The genesis of the line was “consumer insights,” says Catalano. “We do a lot of talking with consumers, and they are showing that the three-square-meals-a-day kind of behavior is drifting away. You’ve got families more active, and it’s harder for them all to come together. You get a lot more snacks-as-meals, the more frequent, smaller, standup, take-it-with-you kind of meals. You also have the refueling mentality.”

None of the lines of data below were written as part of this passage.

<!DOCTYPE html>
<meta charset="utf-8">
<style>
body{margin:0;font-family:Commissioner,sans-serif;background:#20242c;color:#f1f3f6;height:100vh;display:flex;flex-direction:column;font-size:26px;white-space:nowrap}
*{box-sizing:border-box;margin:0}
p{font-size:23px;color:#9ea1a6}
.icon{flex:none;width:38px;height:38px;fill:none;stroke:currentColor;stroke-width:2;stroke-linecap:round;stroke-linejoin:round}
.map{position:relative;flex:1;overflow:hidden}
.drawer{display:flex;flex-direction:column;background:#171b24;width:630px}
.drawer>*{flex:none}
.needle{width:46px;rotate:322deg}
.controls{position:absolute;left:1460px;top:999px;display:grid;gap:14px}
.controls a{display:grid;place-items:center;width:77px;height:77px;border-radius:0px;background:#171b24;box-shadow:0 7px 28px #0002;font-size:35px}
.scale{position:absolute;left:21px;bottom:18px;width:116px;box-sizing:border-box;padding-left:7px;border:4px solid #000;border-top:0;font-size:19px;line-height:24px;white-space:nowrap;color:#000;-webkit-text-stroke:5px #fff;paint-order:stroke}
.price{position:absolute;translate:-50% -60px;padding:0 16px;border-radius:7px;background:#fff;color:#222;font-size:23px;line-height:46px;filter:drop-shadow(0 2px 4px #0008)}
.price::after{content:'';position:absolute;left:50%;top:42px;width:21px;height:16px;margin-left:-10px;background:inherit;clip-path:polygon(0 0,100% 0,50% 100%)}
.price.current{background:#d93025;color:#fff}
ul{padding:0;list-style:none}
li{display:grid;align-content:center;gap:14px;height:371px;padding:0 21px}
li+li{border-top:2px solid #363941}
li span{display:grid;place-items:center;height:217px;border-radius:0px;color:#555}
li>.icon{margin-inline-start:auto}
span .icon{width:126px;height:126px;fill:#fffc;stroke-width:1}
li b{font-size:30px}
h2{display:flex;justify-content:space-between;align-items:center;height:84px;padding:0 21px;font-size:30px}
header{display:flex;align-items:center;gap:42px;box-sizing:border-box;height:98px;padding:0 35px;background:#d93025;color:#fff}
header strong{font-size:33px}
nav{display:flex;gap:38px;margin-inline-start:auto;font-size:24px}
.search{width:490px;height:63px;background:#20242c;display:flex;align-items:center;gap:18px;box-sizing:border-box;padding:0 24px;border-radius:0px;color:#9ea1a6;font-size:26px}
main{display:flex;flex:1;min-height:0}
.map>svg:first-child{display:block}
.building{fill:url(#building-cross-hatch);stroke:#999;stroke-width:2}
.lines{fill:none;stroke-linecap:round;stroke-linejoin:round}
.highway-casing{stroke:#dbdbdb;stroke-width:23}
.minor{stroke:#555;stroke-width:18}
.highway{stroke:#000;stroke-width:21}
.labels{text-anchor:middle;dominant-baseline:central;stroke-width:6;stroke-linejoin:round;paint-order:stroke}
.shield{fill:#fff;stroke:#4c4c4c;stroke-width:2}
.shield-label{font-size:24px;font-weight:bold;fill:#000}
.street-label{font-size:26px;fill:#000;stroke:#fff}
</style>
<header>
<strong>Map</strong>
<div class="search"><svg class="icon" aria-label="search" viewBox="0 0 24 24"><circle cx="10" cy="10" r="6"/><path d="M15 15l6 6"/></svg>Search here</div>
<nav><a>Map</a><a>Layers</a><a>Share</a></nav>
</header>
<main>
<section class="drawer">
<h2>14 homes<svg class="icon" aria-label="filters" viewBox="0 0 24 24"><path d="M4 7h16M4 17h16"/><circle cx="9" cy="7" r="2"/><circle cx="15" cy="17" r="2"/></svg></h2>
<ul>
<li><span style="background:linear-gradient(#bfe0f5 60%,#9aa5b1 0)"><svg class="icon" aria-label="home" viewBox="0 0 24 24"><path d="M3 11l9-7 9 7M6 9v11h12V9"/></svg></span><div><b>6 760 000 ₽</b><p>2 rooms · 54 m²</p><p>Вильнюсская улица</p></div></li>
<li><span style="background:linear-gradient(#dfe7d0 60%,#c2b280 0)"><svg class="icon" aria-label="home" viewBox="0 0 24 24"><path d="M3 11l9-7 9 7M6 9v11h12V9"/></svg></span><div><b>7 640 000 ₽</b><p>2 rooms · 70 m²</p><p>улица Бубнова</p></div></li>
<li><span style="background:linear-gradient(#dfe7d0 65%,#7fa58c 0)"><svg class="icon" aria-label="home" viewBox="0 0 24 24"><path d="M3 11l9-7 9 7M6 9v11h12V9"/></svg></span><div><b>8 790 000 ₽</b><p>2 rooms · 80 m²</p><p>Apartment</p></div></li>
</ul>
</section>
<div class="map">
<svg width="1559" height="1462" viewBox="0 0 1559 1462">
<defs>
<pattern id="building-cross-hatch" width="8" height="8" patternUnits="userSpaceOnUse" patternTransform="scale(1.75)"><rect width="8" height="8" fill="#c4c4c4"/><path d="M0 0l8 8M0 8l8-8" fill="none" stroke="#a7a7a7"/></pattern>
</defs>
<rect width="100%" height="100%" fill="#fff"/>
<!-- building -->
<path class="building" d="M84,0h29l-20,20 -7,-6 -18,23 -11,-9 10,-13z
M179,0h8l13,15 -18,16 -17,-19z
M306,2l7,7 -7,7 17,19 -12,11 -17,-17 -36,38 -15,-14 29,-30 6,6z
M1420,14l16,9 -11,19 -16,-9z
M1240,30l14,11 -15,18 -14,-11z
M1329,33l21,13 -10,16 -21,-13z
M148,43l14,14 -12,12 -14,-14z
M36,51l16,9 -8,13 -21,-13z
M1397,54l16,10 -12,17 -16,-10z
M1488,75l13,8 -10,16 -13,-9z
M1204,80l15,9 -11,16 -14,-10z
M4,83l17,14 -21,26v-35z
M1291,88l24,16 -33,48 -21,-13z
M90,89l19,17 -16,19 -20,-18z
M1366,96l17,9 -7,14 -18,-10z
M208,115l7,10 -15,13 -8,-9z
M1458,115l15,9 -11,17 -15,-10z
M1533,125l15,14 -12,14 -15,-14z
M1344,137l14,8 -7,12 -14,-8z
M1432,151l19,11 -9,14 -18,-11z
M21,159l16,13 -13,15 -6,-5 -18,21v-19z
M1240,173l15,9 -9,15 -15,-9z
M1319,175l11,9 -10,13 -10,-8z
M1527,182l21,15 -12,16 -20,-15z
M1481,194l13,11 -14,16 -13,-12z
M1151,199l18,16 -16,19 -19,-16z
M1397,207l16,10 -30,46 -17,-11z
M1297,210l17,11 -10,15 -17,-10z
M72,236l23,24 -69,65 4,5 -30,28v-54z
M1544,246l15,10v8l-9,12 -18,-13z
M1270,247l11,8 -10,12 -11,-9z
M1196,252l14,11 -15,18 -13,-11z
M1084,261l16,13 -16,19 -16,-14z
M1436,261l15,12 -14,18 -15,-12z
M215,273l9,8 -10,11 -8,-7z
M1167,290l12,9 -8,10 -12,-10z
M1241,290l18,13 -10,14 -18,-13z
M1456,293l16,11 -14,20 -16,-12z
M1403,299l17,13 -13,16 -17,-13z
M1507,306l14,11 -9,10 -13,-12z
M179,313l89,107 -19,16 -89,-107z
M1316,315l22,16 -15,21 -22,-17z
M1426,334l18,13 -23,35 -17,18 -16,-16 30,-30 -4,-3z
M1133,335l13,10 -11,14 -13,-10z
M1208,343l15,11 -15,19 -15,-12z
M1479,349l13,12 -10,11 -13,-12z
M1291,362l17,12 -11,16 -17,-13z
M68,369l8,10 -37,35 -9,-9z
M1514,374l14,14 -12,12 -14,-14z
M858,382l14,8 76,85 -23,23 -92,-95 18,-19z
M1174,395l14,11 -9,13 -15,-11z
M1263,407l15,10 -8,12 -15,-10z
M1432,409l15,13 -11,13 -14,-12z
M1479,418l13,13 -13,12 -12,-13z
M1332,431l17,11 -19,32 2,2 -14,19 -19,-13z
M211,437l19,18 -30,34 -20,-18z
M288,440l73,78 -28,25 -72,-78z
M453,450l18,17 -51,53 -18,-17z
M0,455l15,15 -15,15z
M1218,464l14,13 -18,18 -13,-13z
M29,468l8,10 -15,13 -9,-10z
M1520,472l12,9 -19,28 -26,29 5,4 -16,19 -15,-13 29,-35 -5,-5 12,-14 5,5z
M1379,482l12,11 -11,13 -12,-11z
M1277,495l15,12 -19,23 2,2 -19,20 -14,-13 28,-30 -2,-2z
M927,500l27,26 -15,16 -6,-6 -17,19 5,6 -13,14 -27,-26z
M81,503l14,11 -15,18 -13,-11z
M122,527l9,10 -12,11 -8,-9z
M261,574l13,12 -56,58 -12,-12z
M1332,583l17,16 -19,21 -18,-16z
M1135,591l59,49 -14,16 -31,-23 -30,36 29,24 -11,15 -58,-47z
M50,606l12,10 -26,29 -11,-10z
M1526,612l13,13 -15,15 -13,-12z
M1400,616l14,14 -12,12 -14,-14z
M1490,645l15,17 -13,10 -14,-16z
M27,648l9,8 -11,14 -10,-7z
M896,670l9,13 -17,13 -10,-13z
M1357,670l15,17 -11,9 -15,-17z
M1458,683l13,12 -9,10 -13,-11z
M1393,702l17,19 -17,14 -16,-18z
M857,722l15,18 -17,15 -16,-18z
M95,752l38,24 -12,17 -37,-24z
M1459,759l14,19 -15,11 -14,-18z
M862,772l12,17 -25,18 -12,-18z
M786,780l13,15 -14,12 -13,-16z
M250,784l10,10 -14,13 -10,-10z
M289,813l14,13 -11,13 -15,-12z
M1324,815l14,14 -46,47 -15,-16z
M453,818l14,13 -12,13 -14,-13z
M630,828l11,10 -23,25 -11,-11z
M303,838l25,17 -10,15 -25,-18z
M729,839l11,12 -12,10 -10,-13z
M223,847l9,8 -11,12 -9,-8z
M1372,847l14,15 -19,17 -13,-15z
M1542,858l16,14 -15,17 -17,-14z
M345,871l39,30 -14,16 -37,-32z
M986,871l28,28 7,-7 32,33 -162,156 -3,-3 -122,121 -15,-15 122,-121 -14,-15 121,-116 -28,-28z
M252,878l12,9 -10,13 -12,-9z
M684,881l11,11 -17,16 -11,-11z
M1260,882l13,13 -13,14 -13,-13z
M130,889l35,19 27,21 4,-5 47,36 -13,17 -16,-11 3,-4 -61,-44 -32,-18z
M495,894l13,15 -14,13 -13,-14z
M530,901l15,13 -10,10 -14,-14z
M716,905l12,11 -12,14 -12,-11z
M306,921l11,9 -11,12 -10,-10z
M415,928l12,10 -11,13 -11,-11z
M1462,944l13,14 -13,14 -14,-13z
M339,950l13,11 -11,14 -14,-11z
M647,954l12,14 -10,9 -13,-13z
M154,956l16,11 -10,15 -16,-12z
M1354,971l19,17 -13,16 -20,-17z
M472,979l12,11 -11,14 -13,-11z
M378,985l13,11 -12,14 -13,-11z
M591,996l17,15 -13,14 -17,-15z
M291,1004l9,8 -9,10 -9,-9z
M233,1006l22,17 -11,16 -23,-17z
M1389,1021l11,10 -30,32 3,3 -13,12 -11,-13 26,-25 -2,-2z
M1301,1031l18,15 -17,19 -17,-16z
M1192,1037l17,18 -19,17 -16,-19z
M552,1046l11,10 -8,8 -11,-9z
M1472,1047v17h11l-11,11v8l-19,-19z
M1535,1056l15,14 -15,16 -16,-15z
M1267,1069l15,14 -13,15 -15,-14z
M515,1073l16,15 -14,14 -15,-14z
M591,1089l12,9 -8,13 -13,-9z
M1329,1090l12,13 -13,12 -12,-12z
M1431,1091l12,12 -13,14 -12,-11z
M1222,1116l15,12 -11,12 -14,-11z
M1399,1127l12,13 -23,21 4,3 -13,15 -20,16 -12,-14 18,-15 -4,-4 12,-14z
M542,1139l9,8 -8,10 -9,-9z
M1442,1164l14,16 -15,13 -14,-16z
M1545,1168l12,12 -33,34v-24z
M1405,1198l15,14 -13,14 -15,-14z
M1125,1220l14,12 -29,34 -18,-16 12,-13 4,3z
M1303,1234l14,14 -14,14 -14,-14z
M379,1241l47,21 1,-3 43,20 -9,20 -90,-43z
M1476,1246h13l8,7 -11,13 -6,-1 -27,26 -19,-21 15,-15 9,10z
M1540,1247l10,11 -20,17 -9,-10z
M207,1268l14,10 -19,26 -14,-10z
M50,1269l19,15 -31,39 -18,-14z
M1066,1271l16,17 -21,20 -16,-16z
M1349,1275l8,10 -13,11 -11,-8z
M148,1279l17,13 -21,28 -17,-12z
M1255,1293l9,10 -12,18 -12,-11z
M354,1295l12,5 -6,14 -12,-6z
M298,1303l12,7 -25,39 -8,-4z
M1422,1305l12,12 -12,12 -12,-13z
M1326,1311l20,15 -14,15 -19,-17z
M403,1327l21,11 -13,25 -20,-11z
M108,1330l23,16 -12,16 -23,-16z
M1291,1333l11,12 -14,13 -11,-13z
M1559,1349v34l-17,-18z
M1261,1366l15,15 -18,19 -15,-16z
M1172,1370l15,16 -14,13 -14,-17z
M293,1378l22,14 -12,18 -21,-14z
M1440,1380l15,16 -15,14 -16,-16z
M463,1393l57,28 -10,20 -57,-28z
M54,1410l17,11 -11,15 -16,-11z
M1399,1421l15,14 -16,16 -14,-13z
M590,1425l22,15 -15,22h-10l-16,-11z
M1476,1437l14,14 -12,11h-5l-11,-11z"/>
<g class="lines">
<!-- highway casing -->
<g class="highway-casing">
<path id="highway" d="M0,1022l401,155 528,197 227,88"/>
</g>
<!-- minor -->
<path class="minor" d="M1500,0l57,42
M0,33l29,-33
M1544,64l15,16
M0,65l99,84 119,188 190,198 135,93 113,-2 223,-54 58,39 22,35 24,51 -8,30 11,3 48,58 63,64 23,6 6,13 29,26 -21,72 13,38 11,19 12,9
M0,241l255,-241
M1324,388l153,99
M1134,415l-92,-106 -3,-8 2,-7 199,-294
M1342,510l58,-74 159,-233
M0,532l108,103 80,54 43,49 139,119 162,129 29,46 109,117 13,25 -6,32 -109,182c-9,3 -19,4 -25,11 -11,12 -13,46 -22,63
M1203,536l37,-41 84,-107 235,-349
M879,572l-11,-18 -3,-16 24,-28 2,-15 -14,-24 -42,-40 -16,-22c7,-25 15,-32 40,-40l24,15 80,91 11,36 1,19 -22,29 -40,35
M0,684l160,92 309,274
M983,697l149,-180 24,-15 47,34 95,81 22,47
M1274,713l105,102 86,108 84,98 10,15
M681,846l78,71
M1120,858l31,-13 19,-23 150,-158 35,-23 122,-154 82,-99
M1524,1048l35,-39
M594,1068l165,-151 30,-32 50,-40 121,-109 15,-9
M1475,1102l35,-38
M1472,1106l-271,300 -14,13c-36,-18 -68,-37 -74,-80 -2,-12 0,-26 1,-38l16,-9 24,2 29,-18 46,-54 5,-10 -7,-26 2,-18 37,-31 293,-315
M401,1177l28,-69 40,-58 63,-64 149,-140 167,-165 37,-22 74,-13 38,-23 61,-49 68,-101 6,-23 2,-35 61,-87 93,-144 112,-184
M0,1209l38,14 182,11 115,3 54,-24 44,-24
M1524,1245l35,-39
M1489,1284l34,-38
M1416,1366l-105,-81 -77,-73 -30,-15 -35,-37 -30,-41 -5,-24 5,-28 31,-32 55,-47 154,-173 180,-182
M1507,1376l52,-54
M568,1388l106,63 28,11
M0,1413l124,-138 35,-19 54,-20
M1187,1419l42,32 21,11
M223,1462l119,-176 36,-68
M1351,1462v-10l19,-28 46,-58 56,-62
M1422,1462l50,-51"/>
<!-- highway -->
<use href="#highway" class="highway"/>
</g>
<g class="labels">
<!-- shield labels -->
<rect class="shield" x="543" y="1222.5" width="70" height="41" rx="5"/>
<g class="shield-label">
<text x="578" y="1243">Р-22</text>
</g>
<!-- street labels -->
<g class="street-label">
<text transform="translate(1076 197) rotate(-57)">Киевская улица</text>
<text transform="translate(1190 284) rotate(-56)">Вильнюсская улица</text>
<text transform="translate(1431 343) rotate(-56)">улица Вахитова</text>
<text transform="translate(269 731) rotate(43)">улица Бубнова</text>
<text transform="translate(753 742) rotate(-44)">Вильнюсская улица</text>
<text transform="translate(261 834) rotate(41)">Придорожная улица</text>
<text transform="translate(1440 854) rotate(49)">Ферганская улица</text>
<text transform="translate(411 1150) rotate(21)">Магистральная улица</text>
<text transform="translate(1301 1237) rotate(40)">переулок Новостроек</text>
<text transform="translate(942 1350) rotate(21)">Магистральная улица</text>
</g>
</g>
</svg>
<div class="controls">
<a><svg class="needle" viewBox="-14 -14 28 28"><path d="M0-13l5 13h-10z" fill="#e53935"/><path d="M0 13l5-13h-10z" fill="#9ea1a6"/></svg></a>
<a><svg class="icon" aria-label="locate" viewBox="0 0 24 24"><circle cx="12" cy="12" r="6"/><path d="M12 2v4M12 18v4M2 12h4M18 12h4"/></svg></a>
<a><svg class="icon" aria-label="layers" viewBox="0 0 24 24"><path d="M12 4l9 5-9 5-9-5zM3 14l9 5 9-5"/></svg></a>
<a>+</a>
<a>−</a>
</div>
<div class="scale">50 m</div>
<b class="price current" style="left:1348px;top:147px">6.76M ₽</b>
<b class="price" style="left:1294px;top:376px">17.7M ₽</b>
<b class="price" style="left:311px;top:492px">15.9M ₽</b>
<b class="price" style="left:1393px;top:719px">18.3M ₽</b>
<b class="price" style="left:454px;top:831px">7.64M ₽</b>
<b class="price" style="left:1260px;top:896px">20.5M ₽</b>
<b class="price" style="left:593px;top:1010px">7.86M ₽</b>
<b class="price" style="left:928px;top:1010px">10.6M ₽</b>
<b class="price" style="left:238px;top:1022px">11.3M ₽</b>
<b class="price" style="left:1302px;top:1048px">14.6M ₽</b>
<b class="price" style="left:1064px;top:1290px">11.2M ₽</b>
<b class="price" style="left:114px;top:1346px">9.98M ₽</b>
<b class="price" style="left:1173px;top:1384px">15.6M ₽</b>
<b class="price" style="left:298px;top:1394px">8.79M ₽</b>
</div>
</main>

And while many Americans are going with dry snacks, Catalano adds, “they really prefer something a little more warm, satisfying and hearty. A lot of these handheld Mexican items are perfectly suited to that.” The product has also been launched as part of Heinz’s Bagel Bites line. Both varieties—Pepperoni & Cheese and Three Cheese — retail for $1.69.
Heinz’s brain trust has been “pleased by the retailer acceptance of the item,” says Catalano. In fact, he adds, “Some of some of them taken it without slotting just to get a on the strength of the idea. Early acceptance was pretty strong.”
There are, Catalano says, at least a couple of retailers who “actually believe there is an opportunity to create sort of a to-go section within the frozen snack set. Right now it’s a small handful who are actually putting the items together in order to create a destination for shoppers to find these quick, to-go items, but the vision is to create a whole portfolio of items.”
“We elected to extend PJ’s Organics to embrace Mexican entrees,” says Alice Pacer, eastern regional sales manager, Elena Foods. “With the growing awareness and pursuit of a healthy lifestyle, along with the demand for entrees that are both delicious and convenient, we created PJ’s Organics. When reviewing the freezer aisle, it was very apparent that the growing category of meat entrees was not sufficiently represented by Mexican cuisine. Therefore, in August of 2006, PJ’s Organics was launched.”
PJ’s Organics markets itself as the first brand to offer 100‰ USDA certified organic meat burritos in three authentic Mexican flavor profiles: Chicken, Beef and Turkey Sausage & Egg. Each PJ’s Organics Burrito is made from fresh premium organic ingredients are hand rolled. Each burrito is 6 oz., with an SRP of $1.99 to $2.39.
PJ’s Organics is also introducing the first 100‰ USDA certified organic meat Tamale Entrées and Enchilada Entrées. In April, three traditional Tamale flavors will hit store shelves: Chicken, Pork, Bean & Cheese. Each entrée is served with a side of savory organic pinto beans. The 9.5-oz. item carries a suggested retail price of $5.29. PJ’s Organics Enchilada Entrées will be available in two authentic flavors: Chicken and Beef, served with black beans and Spanish style rice. The entrée, also 9.5 oz, carry the same $5.29 SRP. Management has yet to finalize the entrees’ package design.